The Finance Bill 2024 is likely to face as much contest as its forerunner the Finance Bill 2023 due to the tax attack it proposes in both traditional and non-traditional tax revenue areas.
Despite looming opposition, the Finance Bill 2024 has some pinches of sweeteners which, understandably may not be appreciated by some.
The pinch of sweeteners include the proposal to increase travel (untaxed per diems / out-of-pocket expenses) from Sh2,000 per day to an amount not exceeding five per cent of one’s monthly income. The Bill does not clarify if this proposal will also apply to civil servants whose per diems (not taxed) have always been much higher.
Another set of sweeteners include (after a long-fought war), is the increase in tax-deductible contributions to a registered retirement plan from Sh20,000 per month to Sh30,000. And also, tax relief on the Housing Development Levy. Most of the remaining provisions in the Bill are the usual hard-ball tackle provisions, not so sweet in many ways as hereafter discussed.
Introduction of Motor Vehicle Tax at the rate of 2.5 per cent of the value of the motor vehicle which shall be determined on the basis of the make, model, engine capacity in cubic centimetres, and year of manufacture of the motor vehicle. It is a re-introduction of road licenses into the law through baptism.
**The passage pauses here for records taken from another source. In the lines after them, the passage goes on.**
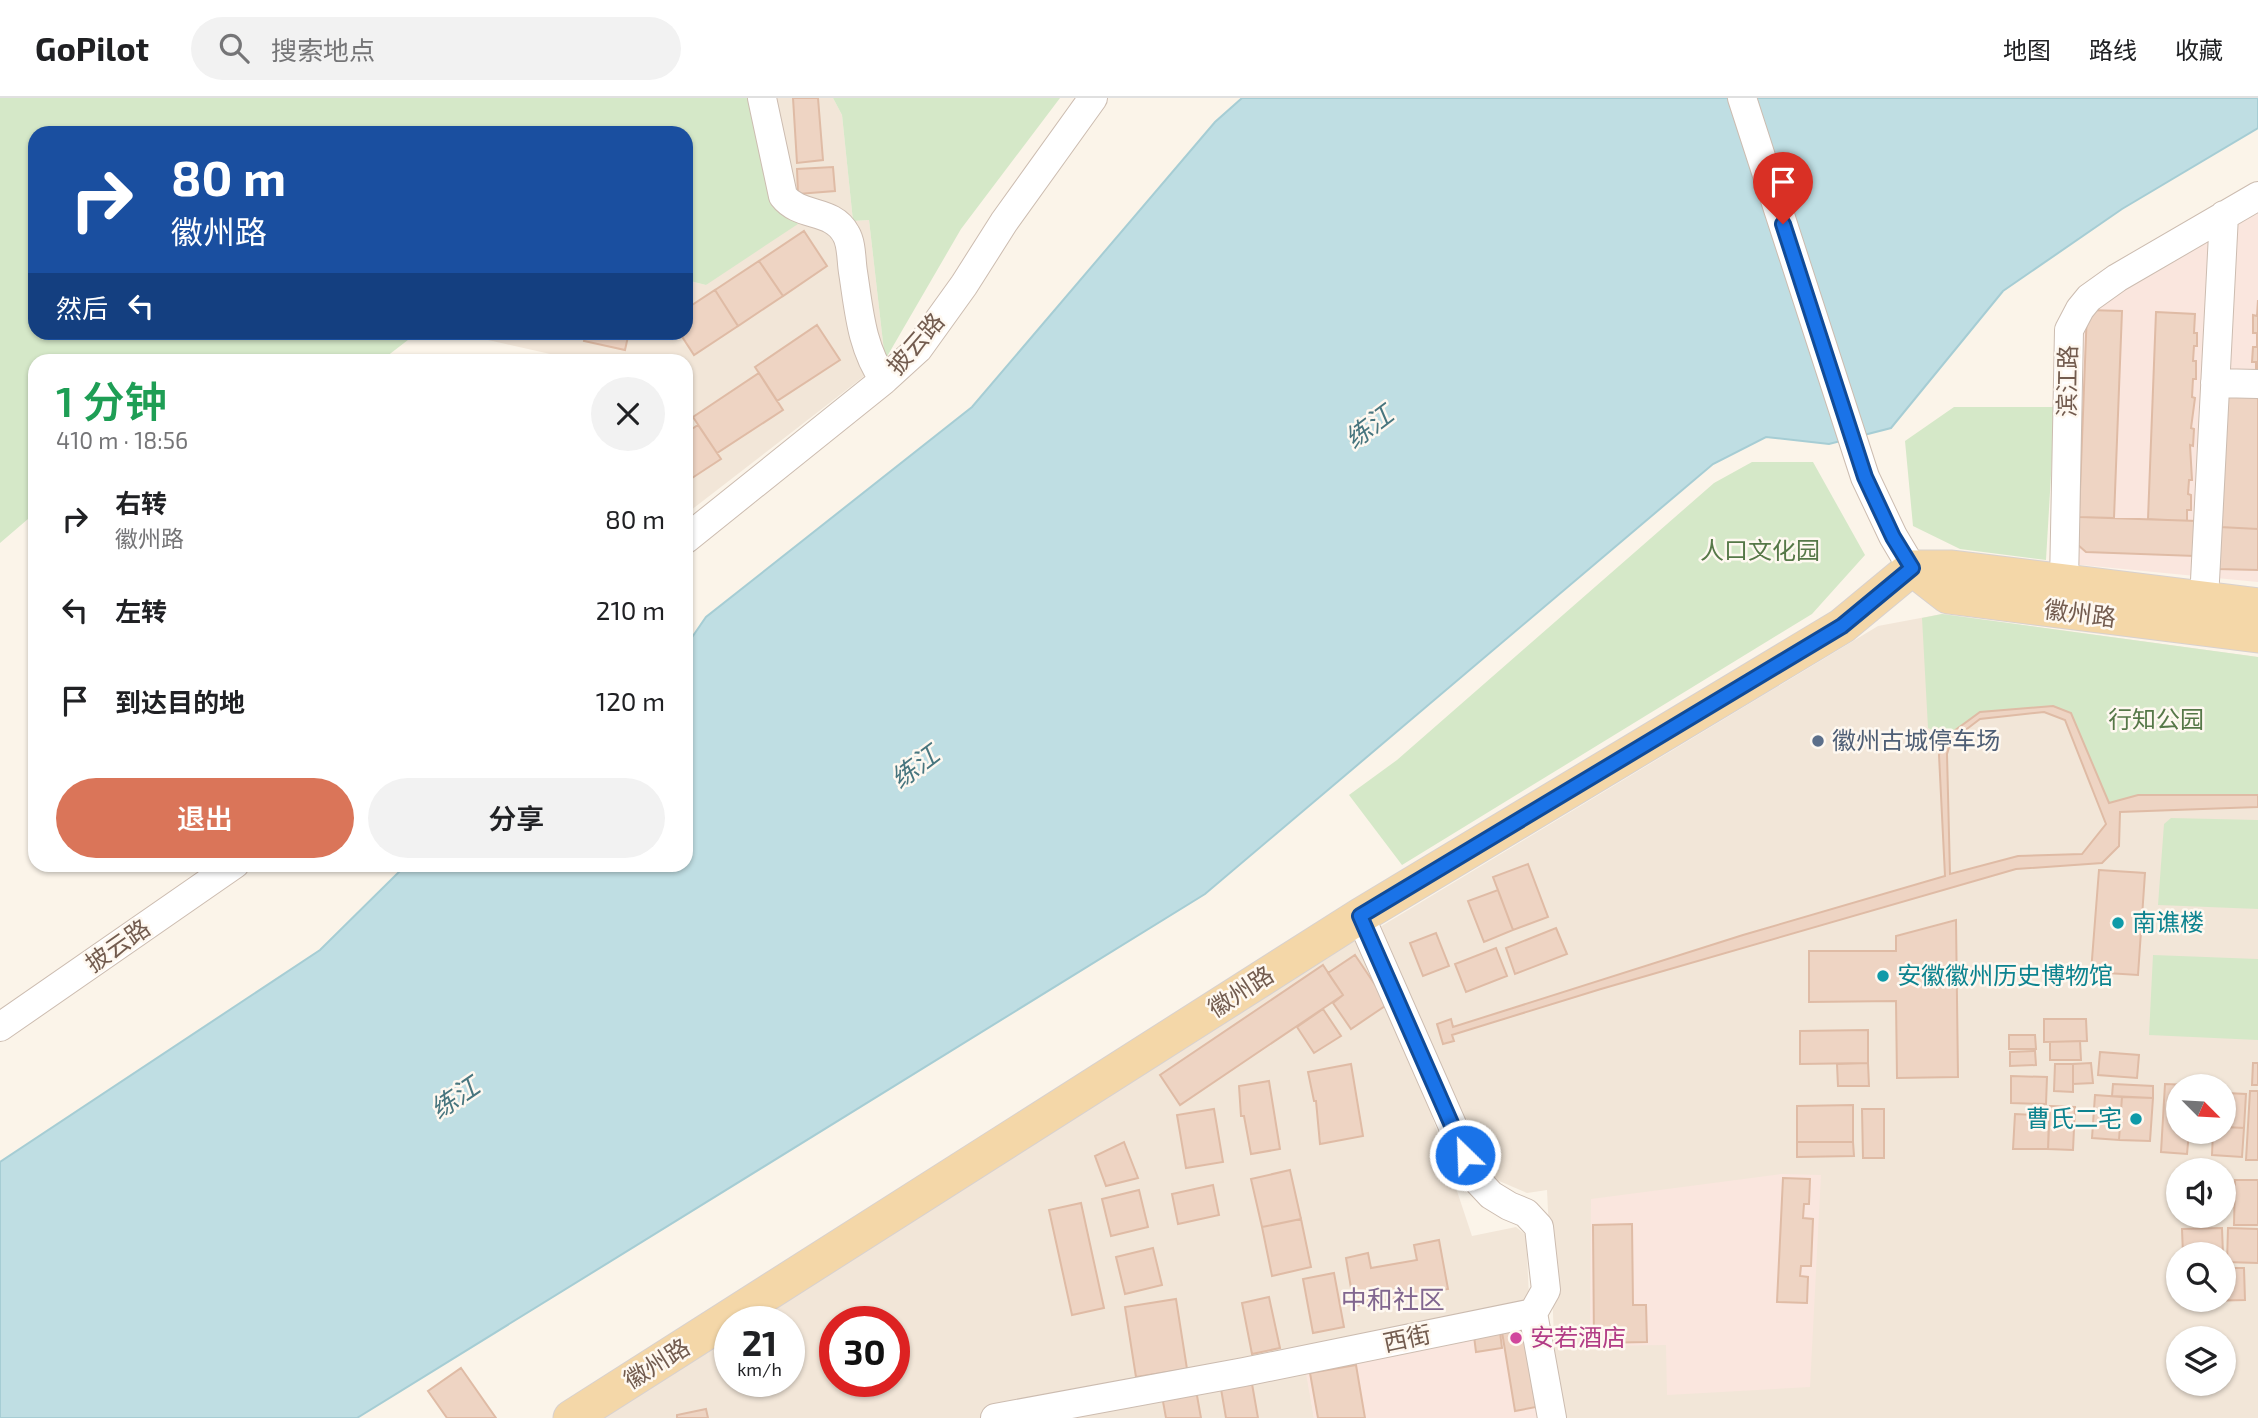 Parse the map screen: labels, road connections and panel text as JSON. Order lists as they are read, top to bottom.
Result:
{
  "streets": {
    "main road": ["徽州路"],
    "street": ["披云路", "滨江路", "西街"]
  },
  "crossings": [
    ["滨江路", "徽州路"]
  ],
  "districts": ["中和社区"],
  "water": ["练江"],
  "parks": ["人口文化园", "行知公园"],
  "places": [
    "徽州古城停车场",
    "南谯楼",
    "安徽徽州历史博物馆",
    "曹氏二宅",
    "安若酒店"
  ],
  "north": "bottom right",
  "page": {
    "header": "GoPilot",
    "search": "搜索地点",
    "nav": ["地图", "路线", "收藏"],
    "turn": ["80 m", "徽州路"],
    "then": "然后",
    "heading": ["1 分钟", "410 m · 18:56"],
    "list": [
      {
        "name": "右转",
        "note": "徽州路",
        "value": "80 m"
      },
      {
        "name": "左转",
        "value": "210 m"
      },
      {
        "name": "到达目的地",
        "value": "120 m"
      }
    ],
    "buttons": ["退出", "分享"],
    "speed": "21 km/h",
    "limit": "30"
  }
}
Amounts paid or granted to public officers to reimburse them for expenses incurred during the performance of official duties shall not constitute taxable gains or profits chargeable to tax.
Digital Service Tax provision repealed and introduction of significant economic presence tax:
The significant economic presence tax will be payable by a non-resident person whose income from the provision of services is derived from or accrued in Kenya through a business carried out over a digital marketplace at the rate of 30% of the deemed taxable profit. The deemed taxable profit will be twenty percent (20 per cent) of the gross turnover earned by the non-resident person.
What is significant economic presence has not been defined well in the bill and will cause a problem with its interpretation and application.
Introduction of Minimum top-up tax which is payable by a covered person where the combined effective tax rate in respect of that person for a year of income is less than fifteen percent (15 per cent): It is to be computed based on a complicated maths process which will only serve to increase rent seeking avenues / behaviors by unethical tax officers.
Registered trust schemes will be subject to tax
The Bill deletes the provision that currently exempts a registered trust scheme’s income from tax. To be taxed at the rate of 30 per cent if the proposal is adopted. The removal of the exemption may lead to a return of the popularity of offshore family trusts. The Kenya economy should not develop wealth only to give it away to other jurisdictions through offshore family trusts. The land, with value but not liquid- how will taxes be imposed in such a scenario?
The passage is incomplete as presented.